Top of DATASET ENTRIES

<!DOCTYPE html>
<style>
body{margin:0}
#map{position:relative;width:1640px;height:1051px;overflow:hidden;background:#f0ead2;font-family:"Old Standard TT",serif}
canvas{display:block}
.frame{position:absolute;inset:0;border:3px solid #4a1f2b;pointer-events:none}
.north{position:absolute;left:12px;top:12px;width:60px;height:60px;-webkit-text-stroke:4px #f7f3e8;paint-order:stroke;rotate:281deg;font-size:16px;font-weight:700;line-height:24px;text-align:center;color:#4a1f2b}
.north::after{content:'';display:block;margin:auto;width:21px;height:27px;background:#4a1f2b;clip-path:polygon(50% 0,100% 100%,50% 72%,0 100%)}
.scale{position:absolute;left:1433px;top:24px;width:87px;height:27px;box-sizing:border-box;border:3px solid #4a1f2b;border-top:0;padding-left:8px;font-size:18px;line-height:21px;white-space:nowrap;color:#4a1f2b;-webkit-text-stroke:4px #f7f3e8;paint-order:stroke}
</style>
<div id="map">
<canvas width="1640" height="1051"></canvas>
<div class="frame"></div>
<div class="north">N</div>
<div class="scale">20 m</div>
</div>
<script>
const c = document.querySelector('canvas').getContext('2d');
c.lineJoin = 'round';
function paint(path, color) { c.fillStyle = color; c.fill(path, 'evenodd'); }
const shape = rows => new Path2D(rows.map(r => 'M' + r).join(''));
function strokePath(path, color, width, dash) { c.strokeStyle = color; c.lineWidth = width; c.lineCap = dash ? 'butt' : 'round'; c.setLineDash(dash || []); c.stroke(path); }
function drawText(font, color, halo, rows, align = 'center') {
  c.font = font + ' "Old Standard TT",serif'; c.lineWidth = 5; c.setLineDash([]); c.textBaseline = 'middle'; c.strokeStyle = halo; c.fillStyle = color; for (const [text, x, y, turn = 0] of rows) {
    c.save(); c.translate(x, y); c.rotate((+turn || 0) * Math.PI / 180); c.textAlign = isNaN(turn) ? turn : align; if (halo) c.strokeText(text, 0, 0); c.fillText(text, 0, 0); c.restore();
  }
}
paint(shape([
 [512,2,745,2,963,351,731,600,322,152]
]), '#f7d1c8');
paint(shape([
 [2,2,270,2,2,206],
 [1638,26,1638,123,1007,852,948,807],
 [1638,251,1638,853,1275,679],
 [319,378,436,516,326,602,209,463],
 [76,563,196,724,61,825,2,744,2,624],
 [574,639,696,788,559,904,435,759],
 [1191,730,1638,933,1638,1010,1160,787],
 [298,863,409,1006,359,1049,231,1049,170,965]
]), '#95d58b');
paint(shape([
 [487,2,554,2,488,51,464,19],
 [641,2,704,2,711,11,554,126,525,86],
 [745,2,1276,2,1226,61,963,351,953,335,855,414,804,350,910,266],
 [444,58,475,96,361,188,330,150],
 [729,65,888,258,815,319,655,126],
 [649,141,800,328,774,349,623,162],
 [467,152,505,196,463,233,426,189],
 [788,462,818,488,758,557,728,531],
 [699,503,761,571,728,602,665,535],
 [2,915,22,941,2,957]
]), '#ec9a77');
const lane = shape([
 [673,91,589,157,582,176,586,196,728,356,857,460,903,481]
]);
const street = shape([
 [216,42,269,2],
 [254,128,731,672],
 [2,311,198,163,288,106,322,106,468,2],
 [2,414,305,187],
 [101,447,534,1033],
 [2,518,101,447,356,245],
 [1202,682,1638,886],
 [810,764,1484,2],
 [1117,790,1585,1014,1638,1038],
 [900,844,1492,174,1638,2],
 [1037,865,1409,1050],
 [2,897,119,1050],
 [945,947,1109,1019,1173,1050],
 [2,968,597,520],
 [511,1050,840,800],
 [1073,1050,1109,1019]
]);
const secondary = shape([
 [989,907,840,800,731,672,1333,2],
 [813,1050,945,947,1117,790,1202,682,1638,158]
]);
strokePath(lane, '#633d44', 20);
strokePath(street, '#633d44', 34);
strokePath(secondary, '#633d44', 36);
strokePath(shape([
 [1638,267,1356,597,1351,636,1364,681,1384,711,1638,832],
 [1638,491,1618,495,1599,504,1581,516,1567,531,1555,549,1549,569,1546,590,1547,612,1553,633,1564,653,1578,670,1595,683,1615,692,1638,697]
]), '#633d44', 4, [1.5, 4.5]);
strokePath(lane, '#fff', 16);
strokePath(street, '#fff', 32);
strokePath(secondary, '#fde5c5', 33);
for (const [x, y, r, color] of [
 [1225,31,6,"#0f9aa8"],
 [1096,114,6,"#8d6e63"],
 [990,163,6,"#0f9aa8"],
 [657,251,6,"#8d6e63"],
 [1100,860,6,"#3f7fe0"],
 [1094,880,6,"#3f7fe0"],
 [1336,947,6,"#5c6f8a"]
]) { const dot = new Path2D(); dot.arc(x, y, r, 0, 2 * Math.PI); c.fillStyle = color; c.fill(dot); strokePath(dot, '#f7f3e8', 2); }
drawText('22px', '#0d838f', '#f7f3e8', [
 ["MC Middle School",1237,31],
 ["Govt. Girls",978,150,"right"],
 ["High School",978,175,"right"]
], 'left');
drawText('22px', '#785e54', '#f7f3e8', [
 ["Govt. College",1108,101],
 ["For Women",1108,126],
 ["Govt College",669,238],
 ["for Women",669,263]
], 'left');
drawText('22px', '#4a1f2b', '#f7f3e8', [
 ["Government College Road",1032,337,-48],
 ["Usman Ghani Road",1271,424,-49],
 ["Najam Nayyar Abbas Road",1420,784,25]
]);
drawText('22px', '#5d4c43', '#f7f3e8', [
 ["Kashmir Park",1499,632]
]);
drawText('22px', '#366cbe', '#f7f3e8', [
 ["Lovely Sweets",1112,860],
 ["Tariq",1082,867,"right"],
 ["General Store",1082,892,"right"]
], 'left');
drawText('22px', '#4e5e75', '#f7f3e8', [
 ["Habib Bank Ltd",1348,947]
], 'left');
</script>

Bottom of DATASET ENTRIES

WHAT IS NEEDED: Which lines of the data contain the word "canvas"? Copy each one.

ANSWER SPACE:
canvas{display:block}
<canvas width="1640" height="1051"></canvas>
const c = document.querySelector('canvas').getContext('2d');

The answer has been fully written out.